Said Thomas' wife, Skyler: "He had the biggest smile on his face, and to see him meet them in person made everything so much more real. It made him so happy. It made him so complete."
On that day, Thomas' biological parents got to meet their first two grandchildren - Ahmad and Skyler Thomas' 18-month-old daughter, Skylynn, and 2-month-old son, Ahmad II (also known as "Deuce.")
Skyler Thomas shared with her new mother-in-law about how she and her own mother had looked for her husband's biological family earlier. They came close but thought their search ended tragically when they discovered that Hooshing's sister had died in an auto accident. They had thought she was Ahmad Thomas' mother.
Ahmad Thomas also gained three half brothers and three half sisters. Both parents have three children each.
He also is about to attend a wedding.
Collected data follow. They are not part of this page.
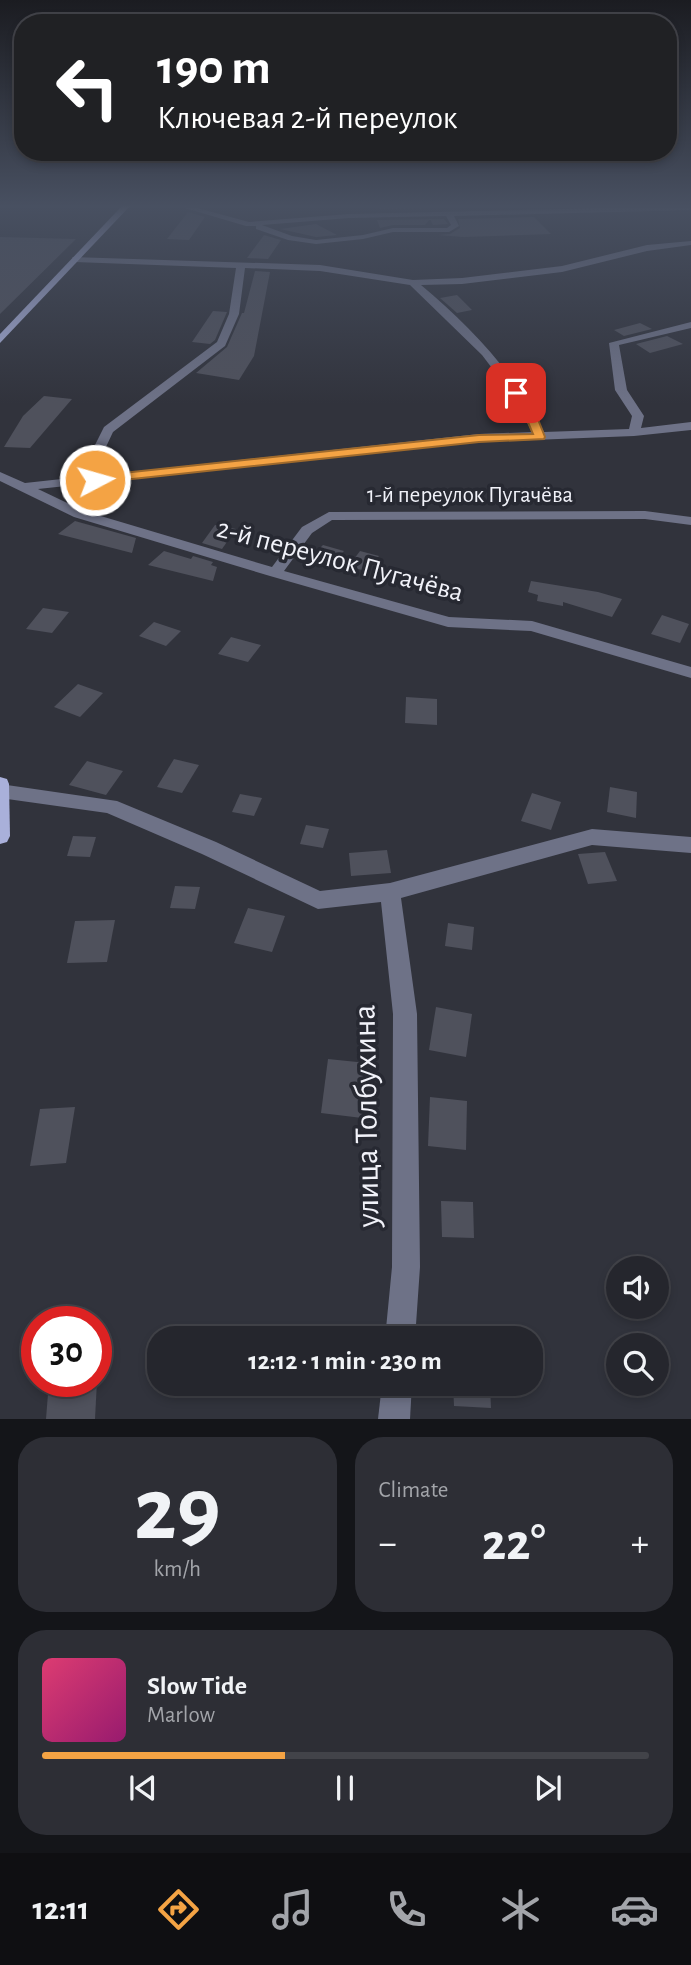 <!DOCTYPE html>
<meta charset="utf-8">
<style>
body{margin:0;font-family:"Alegreya Sans",sans-serif;background:#2d2e35;color:#f1f3f6;height:100vh;display:flex;flex-direction:column;font-size:26px;white-space:nowrap}
*{box-sizing:border-box;margin:0}
p{font-size:23px;color:#a3a5aa}
.icon{flex:none;width:38px;height:38px;fill:none;stroke:currentColor;stroke-width:2;stroke-linecap:round;stroke-linejoin:round}
.map{position:relative;height:1419px;overflow:hidden}
.details{display:flex;flex-direction:column;gap:18px;padding:18px;background:#141519;flex:1}
.details>*{flex:none}
.top-card{position:absolute;left:14px;top:14px;width:663px;height:147px;border-radius:28px;box-shadow:0 4px 10px #0003,0 0 0 2px #424349;background:#202124;color:#fff;overflow:hidden}
.controls{position:absolute;left:606px;top:1256px;display:grid;gap:14px}
.controls a{display:grid;place-items:center;width:63px;height:63px;border-radius:50%;background:#25262d;box-shadow:0 4px 10px #0003,0 0 0 2px #424349;font-size:35px}
.speed{position:absolute;left:21px;top:1306px;display:flex;gap:14px;font-size:35px;font-weight:700;text-align:center}
.speed>*{display:grid;place-content:center;width:91px;height:91px;border-radius:50%;background:#25262d;box-shadow:0 4px 10px #0003,0 0 0 2px #424349;line-height:1}
.speed .limit{border:10px solid #d22;background:#fff;color:#111}
.pin{position:absolute;display:grid;place-items:center;width:60px;height:60px;color:#fff;margin:-30px;border-radius:14px;box-shadow:0 4px 10px #0006}
.me{position:absolute;width:77px;margin:-38px;rotate:84deg;stroke-linejoin:round;filter:drop-shadow(0 0 5px #0008)}
.turn{display:flex;align-items:center;gap:24px;height:147px;padding:0 28px;font-size:32px}
.turn .icon{width:91px;height:91px;stroke-width:2.5}
.turn b{display:block;font-size:49px;line-height:60px}
.big{font-size:52px;font-weight:700;line-height:1.1}
.details .card{flex:1;display:flex;flex-direction:column;justify-content:center;gap:10px;min-width:0;padding:0 24px;border-radius:28px;background:#2d2e35}
.details .dial{align-items:center;gap:0}
.dial b{font-size:91px;line-height:1}
.song{display:flex;align-items:center;gap:21px}
.cover{width:84px;height:84px;border-radius:10px;background:linear-gradient(135deg,hsl(340 70% 55%),hsl(320 70% 35%))}
.played{height:7px;border-radius:4px;background:linear-gradient(90deg,#f4a344 40%,#424349 40%)}
.keys{display:flex;justify-content:space-around;direction:ltr}
.heat{display:flex;justify-content:space-between;align-items:center;font-size:38px;direction:ltr}
.details .tiles{flex:1;display:grid;gap:18px;grid-template-columns:1fr 1fr}
.card:last-child{grid-column:span 2}
.trip{position:absolute;left:147px;top:1326px;width:396px;height:70px;border-radius:28px;background:#25262d;box-shadow:0 4px 10px #0003,0 0 0 2px #424349;font-weight:700;line-height:70px;text-align:center}
.dock{display:flex;height:112px;justify-content:space-around;align-items:center;background:#0f0f12;color:#a3a5aa}
.dock .icon{width:49px;height:49px}
.dock .selected{color:#f4a344}
.dock b{font-size:32px;color:#f1f3f6}
.map>svg:first-child{display:block}
.building{fill:#4f515c}
.lines{fill:none;stroke-linecap:round;stroke-linejoin:round}
.minor{fill:#6e7287;fill-rule:evenodd}
.major{fill:#a9b0da;fill-rule:evenodd}
.route{fill:#f4a344;stroke:#9f6a2c;stroke-width:2}
.labels{text-anchor:middle;dominant-baseline:central;stroke-width:7;stroke-linejoin:round;paint-order:stroke}
.far-street-label{font-size:23px;fill:#f1f2f9;stroke:#272932}
.street-label{font-size:28px;fill:#f1f2f9;stroke:#272932}
.near-street-label{font-size:33px;fill:#f1f2f9;stroke:#272932}
</style>
<div class="map">
<svg width="691" height="1419" viewBox="0 0 691 1419">
<rect width="100%" height="100%" fill="#31333c"/>
<!-- building -->
<g class="building">
<polygon points="403,206 524,206 526,207 373,209"/>
<polygon points="188,212 205,217 189,240 167,239"/>
<polygon points="534,217 551,234 463,237 438,235 450,234 460,228 458,219"/>
<polygon points="430,219 425,225 393,225 380,228 377,220 444,219 448,224 433,225"/>
<polygon points="316,224 337,235 316,237 280,229"/>
<polygon points="264,235 281,240 268,259 247,258"/>
<polygon points="0,237 76,239 0,314"/>
<polygon points="255,271 270,272 254,356 239,380 196,373 227,347 242,313 244,313"/>
<polygon points="457,295 472,310 457,313 440,298"/>
<polygon points="213,311 227,312 215,340 210,344 192,342"/>
<polygon points="640,323 652,329 624,336 614,330"/>
<polygon points="667,336 683,344 650,353 636,344"/>
<polygon points="44,396 72,399 30,448 4,447 23,416"/>
<polygon points="75,521 136,538 132,553 58,534"/>
<polygon points="215,525 236,529 222,549 202,543"/>
<polygon points="323,545 344,551 330,565 309,559"/>
<polygon points="164,551 191,559 193,556 213,562 211,565 217,567 213,581 148,565"/>
<polygon points="360,551 379,556 367,571 348,567"/>
<polygon points="531,581 598,592 622,599 612,617 563,602 563,606 537,601 538,595 528,592"/>
<polygon points="43,608 69,612 52,633 26,629"/>
<polygon points="662,615 689,624 680,643 651,634"/>
<polygon points="154,622 181,631 166,646 139,636"/>
<polygon points="231,637 261,645 248,662 218,654"/>
<polygon points="78,684 103,693 80,717 54,707"/>
<polygon points="406,697 437,699 437,725 405,723"/>
<polygon points="174,759 199,765 182,793 157,787"/>
<polygon points="87,761 123,771 106,795 69,785"/>
<polygon points="610,787 637,792 636,818 607,812"/>
<polygon points="532,793 561,802 551,830 521,821"/>
<polygon points="240,794 262,798 254,816 232,812"/>
<polygon points="306,825 329,829 323,848 300,844"/>
<polygon points="73,836 96,837 90,857 67,856"/>
<polygon points="387,850 391,873 351,876 349,853"/>
<polygon points="605,852 617,881 588,884 578,854"/>
<polygon points="175,886 200,887 195,909 170,908"/>
<polygon points="248,908 285,916 272,952 234,943"/>
<polygon points="115,920 107,962 67,963 75,921"/>
<polygon points="448,923 474,927 472,950 445,946"/>
<polygon points="436,1007 472,1014 466,1057 429,1050"/>
<polygon points="328,1059 367,1063 362,1118 321,1113"/>
<polygon points="430,1097 467,1101 466,1150 428,1146"/>
<polygon points="75,1107 66,1163 30,1166 40,1109"/>
<polygon points="441,1201 473,1202 474,1238 442,1237"/>
<polygon points="49,1381 97,1381 95,1419 46,1419"/>
<polygon points="453,1384 490,1384 491,1408 454,1406"/>
</g>
<g class="lines">
<!-- minor -->
<g class="minor">
<path d="M178 206H190L249 222 349 214 690 206 691 210 454 216 459 226 449 232H393L363 239 316 244 288 240 256 229V226H246ZM446 216 451 225 447 228H393L363 235 316 240 292 236 262 225 349 218Z"/>
<path d="M691 241V245L647 251 562 272 462 284 421 285C471 327 515 373 544 432L629 429 632 416 615 390 609 343 691 322V328L619 345 627 390 644 416 641 428 691 422V430L634 436 479 442 38 489 84 511 272 567 302 527 329 512 645 511 691 517V525L645 519 332 520 312 533 284 571 449 617 532 621 691 667V678L531 631 448 627 270 576 74 517 0 481V472L25 483 89 476 93 449 104 427 217 342 229 314 236 268 75 262 72 257 320 265 413 280 462 278 562 266 647 245ZM245 268 320 271 410 285 482 355 511 393 532 432 479 434 102 475 105 449 113 432 225 346 239 314Z"/>
<polygon points="0,784 117,801 216,842 320,891 390,883 592,829 691,837 691,853 592,845 401,898 417,1014 420,1267 415,1339 385,1339 392,1267 393,1014 381,902 318,909 202,854 107,813 0,798"/>
<polygon points="382,1384 412,1384 410,1419 378,1419"/>
</g>
<!-- major -->
<g class="major">
<polygon points="122,206 130,206 0,343 0,334"/>
<polygon points="0,777 7,779 9,784 10,836 7,842 0,844"/>
</g>
</g>
<!-- sky -->
<linearGradient id="sky" x2="0" y2="1"><stop stop-color="#1b1c21"/><stop offset="0.51" stop-color="#485061"/><stop offset="1" stop-color="#485061" stop-opacity="0"/></linearGradient>
<rect width="691" height="404" fill="url(#sky)"/>
<!-- route -->
<polygon class="route" points="512,391 520,391 533,407 545,437 544,439 479,442 95,483 89,480 95,476 479,435 533,434 522,408 511,393"/>
<g class="labels">
<!-- far-street labels -->
<g class="far-street-label">
<text x="470" y="495">1-й переулок Пугачёва</text>
</g>
<!-- street labels -->
<g class="street-label">
<text transform="translate(340 561) rotate(15)">2-й переулок Пугачёва</text>
</g>
<!-- near-street labels -->
<g class="near-street-label">
<text transform="translate(367 1116) rotate(-91)">улица Толбухина</text>
</g>
</g>
</svg>
<div class="controls">
<a><svg class="icon" aria-label="sound" viewBox="0 0 24 24"><path d="M4 9h4l5-4v14l-5-4H4zM17 9q2 3 0 6"/></svg></a>
<a><svg class="icon" aria-label="search" viewBox="0 0 24 24"><circle cx="10" cy="10" r="6"/><path d="M15 15l6 6"/></svg></a>
</div>
<div class="speed"><div class="limit">30</div></div>
<div class="pin" style="left:516px;top:393px;background:#d93025"><svg class="icon" aria-label="arrive" viewBox="0 0 24 24"><path d="M6 21V4h12l-3 4 3 4H6"/></svg></div>
<svg class="me" style="left:95px;top:480px" viewBox="-20 -20 40 40"><circle r="17" fill="#f4a344" stroke="#fff" stroke-width="3"/><path d="M0-11L8 9 0 5-8 9z" fill="#fff"/></svg>
<div class="trip">12:12 · 1 min · 230 m</div>
<div class="top-card">
<div class="turn"><svg class="icon" aria-label="left" viewBox="0 0 24 24"><path d="M17 20v-9H6M10 6l-5 5 5 5"/></svg><div><b>190 m</b>Ключевая 2-й переулок</div></div>
</div>
</div>
<section class="details">
<div class="tiles">
<div class="card dial"><b>29</b><p>km/h</p></div>
<div class="card"><p>Climate</p>
<div class="heat"><a>−</a><b class="big">22°</b><a>+</a></div>
</div>
<div class="card">
<div class="song"><i class="cover"></i><div><b>Slow Tide</b><p>Marlow</p></div></div>
<div class="played"></div>
<div class="keys"><svg class="icon" aria-label="previous" viewBox="0 0 24 24"><path d="M18 5L8 12l10 7zM5 5v14"/></svg><svg class="icon" aria-label="pause" viewBox="0 0 24 24"><path d="M8 5v14M16 5v14"/></svg><svg class="icon" aria-label="next" viewBox="0 0 24 24"><path d="M6 5l10 7-10 7zM19 5v14"/></svg></div>
</div>
</div>
</section>
<nav class="dock">
<b>12:11</b>
<svg class="icon selected" aria-label="directions" viewBox="0 0 24 24"><path d="M12 3l9 9-9 9-9-9zM9 14v-3h6M13 9l2 2-2 2"/></svg>
<svg class="icon" aria-label="music" viewBox="0 0 24 24"><path d="M9 18V5l10-2v13"/><circle cx="6" cy="18" r="3"/><circle cx="16" cy="16" r="3"/></svg>
<svg class="icon" aria-label="phone" viewBox="0 0 24 24"><path d="M5 4h4l2 5-3 2q2 4 5 5l2-3 5 2v4C11 20 4 13 5 4z"/></svg>
<svg class="icon" aria-label="climate" viewBox="0 0 24 24"><path d="M12 3v18M4 7l16 10M4 17L20 7"/></svg>
<svg class="icon" aria-label="car" viewBox="0 0 24 24"><path d="M5 17H2v-5l4-1 3-4h7l3 4 3 1v5h-3M9 17h6M6 11h13"/><circle cx="7" cy="17" r="2"/><circle cx="17" cy="17" r="2"/></svg>
</nav>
Thomas' parents, who met when they were 12, are now engaged, with an April wedding being planned.
Thomas is thankful. Now he has two families. While celebrating the meeting of his biological parents, he's made sure everyone knows he won't forget the woman who raised him.
"I knew I was blessed growing up," Thomas said. "The reason why I knew I was blessed was because my mom always told me that when I was growing up. I'm so thankful she raised me, because without them, I wouldn't be where I am today. I wouldn't be meeting my biological parents. I think about them all the time.
"Going through this whole situation, I'm learning how to be more grateful for the small things in life. I was raised by a family that wasn't biologically mine but I couldn't tell because of how they loved me."
Information from: Tulsa World, http://www.tulsaworld.com
An AP Member Exchange shared by the Tulsa World.